We’re Here transformed people with drag, and made transcendent reality TV
Shangela Laquifa Wadley Eureka O'Hara, and Bob the Drag Queen in episode 4 of We're Here (Photo by Johnnie Ingram/HBO)

As the country shut down late last spring, drag queens from RuPaul’s Drag Race were fanning out across the country—on pre-recorded television shows, that is—bringing conversation and connection to people and communities, using their art as a tool.

HBO’s We’re Here arrived about the same time as TLC’s Dragnificent! and an annoyingly titled but startlingly good spin-off RuPaul’s Secret Celebrity Drag Race.

“We’re all born naked, and the rest is drag,” RuPaul sings in “Born” and says frequently, including on RuPaul’s Drag Race. Watching two of these shows, because of the way they used drag not just as performance, but to reveal how much identity is performance.

Dragnificent! dropped Alexis Michelle, Bebe Zahara Benet, Jujubee, and Thorgy Thor inside an otherwise traditional TLC makeover series. They gave it their best shot and livened up the proceedings, but in the episodes I saw didn’t interrogate gender, even just reinforcing traditional gender roles at events like wedding ceremonies.

A far better show was RuPaul’s Secret Celebrity Drag Race, which had celebrities mentored by Drag Race stars. Its four episodes were hit or miss based on the celebrity cast, who competed in a mini challenge and then were paired with Drag Race alum for a maxi challenge.

For me its absolute best episode was the one with Schitt’s Creek star Dustin Milligan, and American Ninja Warrior host and Celebrity Apprentice winner Matt Iseman, and Glee’s Alex Newell.

Matt Iseman, Dustin Milligan, and Alex Newell on RuPaul's Secret Celebrity Drag Race
Matt Iseman, Dustin Milligan, and Alex Newell on RuPaul’s Secret Celebrity Drag Race (Image from Drag Race via VH1)

It was moving and funny, as all three performers truly slayed during a roast of RuPaul and the judging panel.
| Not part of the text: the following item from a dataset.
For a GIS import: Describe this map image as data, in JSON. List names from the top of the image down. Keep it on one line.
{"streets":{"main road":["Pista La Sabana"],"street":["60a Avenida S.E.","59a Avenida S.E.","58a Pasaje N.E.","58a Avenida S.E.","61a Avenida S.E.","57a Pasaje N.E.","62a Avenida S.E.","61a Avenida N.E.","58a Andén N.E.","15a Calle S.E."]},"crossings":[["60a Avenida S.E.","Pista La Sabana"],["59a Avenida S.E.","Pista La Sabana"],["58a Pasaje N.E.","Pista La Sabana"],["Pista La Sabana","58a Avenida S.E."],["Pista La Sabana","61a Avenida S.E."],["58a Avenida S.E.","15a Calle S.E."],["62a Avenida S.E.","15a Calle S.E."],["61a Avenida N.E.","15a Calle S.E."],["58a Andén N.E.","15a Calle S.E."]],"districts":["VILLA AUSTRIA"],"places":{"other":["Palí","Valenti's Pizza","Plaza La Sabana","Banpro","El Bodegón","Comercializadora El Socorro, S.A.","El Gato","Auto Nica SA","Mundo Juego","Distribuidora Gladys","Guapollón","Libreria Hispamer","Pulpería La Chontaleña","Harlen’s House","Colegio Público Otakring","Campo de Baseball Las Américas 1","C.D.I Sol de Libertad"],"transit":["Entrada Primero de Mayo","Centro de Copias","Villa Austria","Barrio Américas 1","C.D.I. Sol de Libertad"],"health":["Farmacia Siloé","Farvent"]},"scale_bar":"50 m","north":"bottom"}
Dustin Milligan, as Rachel McAdamsapple, started by saying, “It is just such an honor to be on this stage that is a platform for so many underrepresented voices, and for you to allow me to bring a voice to the most underrepresented group: straight white guys.”

But Dustin also zeroed in on just how meaningful the experience was, and did an excellent job of translating that from his experience to my living room. “Something happens when you do the full drag, and you look in the mirror and all of a sudden you’re like, there’s more to me than I ever imagined and I love who that person is,” he said. “It’s transformative; it really is.”

We’re Here had the same general premise, except that instead of being in a studio, its star drag queens—Bob the Drag Queen, Shangela Laquifa Wadley, and Eureka O’Hara—fanned out across America, going into small towns that look like the opposite of tolerant, the kinds of places people like me might drive through quickly or avoid altogether.

But they’re also places where gay and lesbian and trans people and straight allies live, but are frequently ignored. We use phrases like “red states” and “blue states” to imagine that entire states are full of, say, all straight white people, or all LGBTQIA+ people and their allies, but that’s a grotesque oversimplification, as is the idea that everyone who’s ignorant about gender and sexuality is also an anger-filled bigot.

As befits a series about drag, We’re Here’s visuals and audio are spectacularly rich, with crisp editing hopping along to the soundtrack. The queens arrive in three RVs that have avant garde facades, like a bright yellow purse.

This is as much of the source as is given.